Threatening to stumble over with each step, glass cutting into her feet, she charged through the office and yanked open the door. One of the doctors who had worked on her was with them. The pretty woman that thought she was being mean to her friends. The one she probably liked the least right now. Giving them a quick look, she continued to plow forward.

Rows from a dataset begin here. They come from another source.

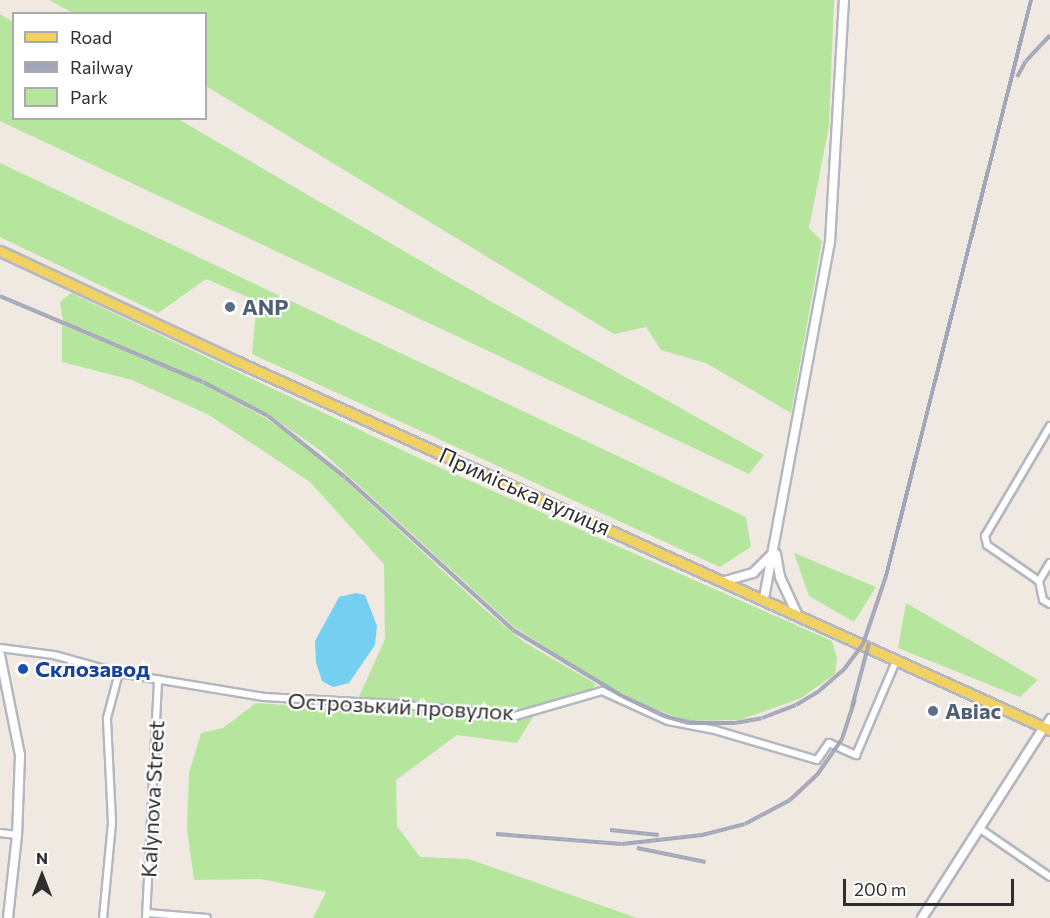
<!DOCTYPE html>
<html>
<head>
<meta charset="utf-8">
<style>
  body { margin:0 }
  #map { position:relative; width:1050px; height:918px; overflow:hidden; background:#efe9e1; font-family:Commissioner,sans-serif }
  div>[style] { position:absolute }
  .green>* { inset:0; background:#b6e59e }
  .water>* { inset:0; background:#75cff0 }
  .roads { filter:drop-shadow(2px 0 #b4b7c1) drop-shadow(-2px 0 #b4b7c1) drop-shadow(0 2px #b4b7c1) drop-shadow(0 -2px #b4b7c1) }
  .minor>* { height:6px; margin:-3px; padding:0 3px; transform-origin:3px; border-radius:3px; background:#fff }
  .secondary>* { height:8px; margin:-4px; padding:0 4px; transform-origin:4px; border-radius:4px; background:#fff }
  .primary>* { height:9px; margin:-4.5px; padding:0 4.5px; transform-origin:4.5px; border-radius:4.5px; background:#f2d163 }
  .rail>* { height:4px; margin-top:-2px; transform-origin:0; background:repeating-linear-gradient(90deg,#fff 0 4.5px,#a3a6b8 0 9px); box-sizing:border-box; border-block:2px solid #a3a6b8 }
  .dots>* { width:16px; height:16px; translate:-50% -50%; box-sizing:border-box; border:3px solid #fff; border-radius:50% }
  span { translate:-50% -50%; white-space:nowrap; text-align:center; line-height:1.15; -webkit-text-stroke:4.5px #fff; paint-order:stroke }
  .service-label { font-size:22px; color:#4e5e75; font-weight:700 }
  .left { translate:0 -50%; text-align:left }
  .street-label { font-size:22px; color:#2e2e2e }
  .transit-label { font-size:22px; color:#164399; font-weight:700 }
  .legend { position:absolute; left:12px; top:12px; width:195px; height:108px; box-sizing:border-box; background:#fff; border:2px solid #ababab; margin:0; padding:8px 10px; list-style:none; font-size:18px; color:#2e2e2e }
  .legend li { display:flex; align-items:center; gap:12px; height:30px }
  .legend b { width:30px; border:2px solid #ababab }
  .north { position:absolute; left:12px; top:846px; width:60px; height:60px; -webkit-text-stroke:4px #fff; paint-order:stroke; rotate:0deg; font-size:16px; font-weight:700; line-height:24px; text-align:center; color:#2e2e2e }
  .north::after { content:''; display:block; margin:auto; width:21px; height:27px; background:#2e2e2e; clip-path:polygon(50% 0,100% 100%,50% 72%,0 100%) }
  .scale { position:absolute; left:843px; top:879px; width:171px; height:27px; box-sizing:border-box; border:3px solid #2e2e2e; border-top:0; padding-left:8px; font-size:18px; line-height:21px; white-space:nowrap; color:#2e2e2e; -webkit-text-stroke:4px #fff; paint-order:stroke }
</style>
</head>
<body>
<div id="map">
  <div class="green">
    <div style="clip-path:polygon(49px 0,834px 0,829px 126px,809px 228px,822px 241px,791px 413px,706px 363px,661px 350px,646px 327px,614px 334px,206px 86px,206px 14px,73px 13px)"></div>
    <div style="clip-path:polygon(0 14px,13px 22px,14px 118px,178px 119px,462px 285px,764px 455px,749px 474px,0 121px)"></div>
    <div style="clip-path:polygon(0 163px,746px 517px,751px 547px,720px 567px,252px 354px,257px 301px,206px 279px,158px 313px,0 237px)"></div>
    <div style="clip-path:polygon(71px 293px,423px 460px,832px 641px,837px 658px,835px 674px,801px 698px,740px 720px,687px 721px,640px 703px,599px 681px,514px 627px,321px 451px,268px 414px,203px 380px,63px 321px,60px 302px)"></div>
    <div style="clip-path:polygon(62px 325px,203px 384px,267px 419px,319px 456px,483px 608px,524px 642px,596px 684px,588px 693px,539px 707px,517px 743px,457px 735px,396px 780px,397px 826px,420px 857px,469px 859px,637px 918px,313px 918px,326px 892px,261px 879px,194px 880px,187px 829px,189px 773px,201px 733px,223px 728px,256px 703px,353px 710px,385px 639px,384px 564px,310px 482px,209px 415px,132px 380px,62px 362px)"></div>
    <div style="clip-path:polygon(794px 553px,876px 587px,854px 622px,809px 596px)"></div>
    <div style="clip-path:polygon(906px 603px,1038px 680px,1020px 697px,898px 648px)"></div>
  </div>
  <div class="water">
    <div style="clip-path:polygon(356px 593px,365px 595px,377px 626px,375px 645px,349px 683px,333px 687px,322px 681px,316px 662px,315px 641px,339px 597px)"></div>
  </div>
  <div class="roads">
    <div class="minor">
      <div style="left:1050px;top:426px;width:128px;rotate:120.6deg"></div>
      <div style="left:985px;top:536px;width:9px;rotate:77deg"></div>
      <div style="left:987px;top:545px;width:63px;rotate:34.7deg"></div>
      <div style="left:1039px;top:581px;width:19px;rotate:78deg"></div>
      <div style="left:1043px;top:600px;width:8px;rotate:30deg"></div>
      <div style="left:1039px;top:581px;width:21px;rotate:-59deg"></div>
      <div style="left:0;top:648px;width:54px;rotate:7.4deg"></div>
      <div style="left:54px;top:655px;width:67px;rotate:15.5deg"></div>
      <div style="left:119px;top:673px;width:147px;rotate:9.4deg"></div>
      <div style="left:264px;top:697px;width:131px;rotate:3.1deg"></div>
      <div style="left:395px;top:704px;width:121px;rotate:5.7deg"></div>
      <div style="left:515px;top:716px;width:91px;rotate:-16deg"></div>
      <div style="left:602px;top:691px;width:72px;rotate:24.4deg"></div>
      <div style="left:668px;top:721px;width:48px;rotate:10.8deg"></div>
      <div style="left:715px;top:730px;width:106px;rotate:16.4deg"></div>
      <div style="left:817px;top:760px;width:21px;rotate:-55deg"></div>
      <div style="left:829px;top:743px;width:30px;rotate:24deg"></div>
      <div style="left:856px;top:755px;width:104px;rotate:-66.9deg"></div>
      <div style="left:1044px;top:727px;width:11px;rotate:-56deg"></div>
      <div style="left:979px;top:828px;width:86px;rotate:34.6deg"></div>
      <div style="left:0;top:833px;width:17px;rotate:7deg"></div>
      <div style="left:147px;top:913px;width:60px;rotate:4.8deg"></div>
      <div style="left:103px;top:918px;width:96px;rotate:-84.6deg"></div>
      <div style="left:112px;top:822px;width:104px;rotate:-92.8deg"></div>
      <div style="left:107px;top:718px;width:47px;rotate:-75.1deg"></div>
      <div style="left:146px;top:918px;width:239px;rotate:-87.1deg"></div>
    </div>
    <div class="secondary">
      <div style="left:776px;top:554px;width:23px;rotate:80deg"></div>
      <div style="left:780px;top:577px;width:41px;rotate:65.3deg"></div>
      <div style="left:725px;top:581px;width:29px;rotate:-16deg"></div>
      <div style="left:753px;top:573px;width:24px;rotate:-45deg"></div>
      <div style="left:764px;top:598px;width:362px;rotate:-79.5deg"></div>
      <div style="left:830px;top:242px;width:242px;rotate:-86.7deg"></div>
      <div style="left:0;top:655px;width:102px;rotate:78.7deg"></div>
      <div style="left:20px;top:755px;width:80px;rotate:92.1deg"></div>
      <div style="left:17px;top:835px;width:83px;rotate:96.2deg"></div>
      <div style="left:922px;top:918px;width:227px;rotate:-57.4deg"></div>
    </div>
    <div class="primary">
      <div style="left:0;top:251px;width:263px;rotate:25deg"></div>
      <div style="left:238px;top:362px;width:891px;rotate:24.38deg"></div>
    </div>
  </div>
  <div class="rail">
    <div style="left:1017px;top:77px;width:18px;rotate:-61deg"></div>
    <div style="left:1026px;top:61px;width:35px;rotate:-47deg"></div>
    <div style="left:0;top:296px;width:220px;rotate:23deg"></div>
    <div style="left:203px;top:382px;width:73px;rotate:27.6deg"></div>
    <div style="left:268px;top:416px;width:98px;rotate:38.4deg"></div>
    <div style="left:345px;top:477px;width:227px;rotate:42.3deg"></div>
    <div style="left:513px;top:630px;width:127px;rotate:31.2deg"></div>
    <div style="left:622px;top:696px;width:47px;rotate:25.5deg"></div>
    <div style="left:664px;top:716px;width:26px;rotate:16deg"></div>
    <div style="left:689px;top:723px;width:46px"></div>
    <div style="left:735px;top:723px;width:27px;rotate:-10deg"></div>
    <div style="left:762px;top:718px;width:36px;rotate:-21deg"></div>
    <div style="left:796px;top:705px;width:27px;rotate:-31deg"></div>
    <div style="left:819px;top:691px;width:35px;rotate:-41deg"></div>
    <div style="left:845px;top:668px;width:30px;rotate:-53deg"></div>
    <div style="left:863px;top:644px;width:72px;rotate:-71.3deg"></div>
    <div style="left:886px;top:576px;width:594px;rotate:-75.87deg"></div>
    <div style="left:852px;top:707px;width:66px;rotate:-75.1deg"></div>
    <div style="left:610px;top:830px;width:49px;rotate:5.8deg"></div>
    <div style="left:496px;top:834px;width:126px;rotate:4.5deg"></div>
    <div style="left:622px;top:844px;width:81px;rotate:-6.4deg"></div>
    <div style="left:702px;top:835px;width:44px;rotate:-14.3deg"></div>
    <div style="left:745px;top:824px;width:51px;rotate:-28.1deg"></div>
    <div style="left:790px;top:800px;width:37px;rotate:-43deg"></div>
    <div style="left:817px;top:775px;width:44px;rotate:-55.2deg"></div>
    <div style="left:842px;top:739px;width:42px;rotate:-72deg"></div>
    <div style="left:637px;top:848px;width:70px;rotate:11.5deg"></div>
  </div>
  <div class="dots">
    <div style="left:230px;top:307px;background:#5c6f8a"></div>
    <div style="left:23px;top:669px;background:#1a4fb4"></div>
    <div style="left:933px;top:711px;background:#5c6f8a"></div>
  </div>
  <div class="service-label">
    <span class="left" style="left:242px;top:307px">ANP</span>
    <span class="left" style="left:945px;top:711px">Авіас</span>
  </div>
  <div class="street-label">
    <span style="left:525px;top:491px;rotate:24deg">Приміська вулиця</span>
    <span style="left:401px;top:706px;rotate:3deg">Острозький провулок</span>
    <span style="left:152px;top:799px;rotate:-87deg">Kalynova Street</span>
  </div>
  <div class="transit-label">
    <span class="left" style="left:35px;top:669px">Склозавод</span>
  </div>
  <ul class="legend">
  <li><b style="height:8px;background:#f2d163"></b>Road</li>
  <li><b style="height:8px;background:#a3a6b8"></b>Railway</li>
  <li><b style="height:16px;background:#b6e59e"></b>Park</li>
  </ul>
  <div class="north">N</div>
  <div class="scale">200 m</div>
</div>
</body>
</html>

The momentum was enough to carry her straight over the balcony, and she tumbled over, head first.
~*~*~*~*~*~*~
House was still very wet, although not dripping wet as he had been, when he stepped into Abramson's office without knocking. He'd already been to his own department, where he'd howled about his broken door and the fact that his patient could commit suicide in his own office while his team was supposed to be taking care of her. Then he'd quietly dismissed himself and headed toward the elevator, where he found himself here.
Abramson looked up from the folder he was writing in. "Dr. House. You're...wet."
"I went for a swim," House said, as if that explained everything. He limped slowly over to the desk. "I need my Vicodin."
Abramson examined House for a moment longer. "I heard your patient committed suicide."
"Yeah, she did. Not my fault. I need my Vicodin," House repeated, still looming over the desk.
Abramson sighed, opening his desk and removing a prescription pad. He hastily scribbled the prescription on the top sheet, signed it, and tore it off the pad, holding it out to House.
House looked at it suspiciously, then reached out to take it. Sure enough, it was yanked out of his grasp. Abramson stood up and gestured to one of the chairs in front of his desk. "Have a seat, Dr. House."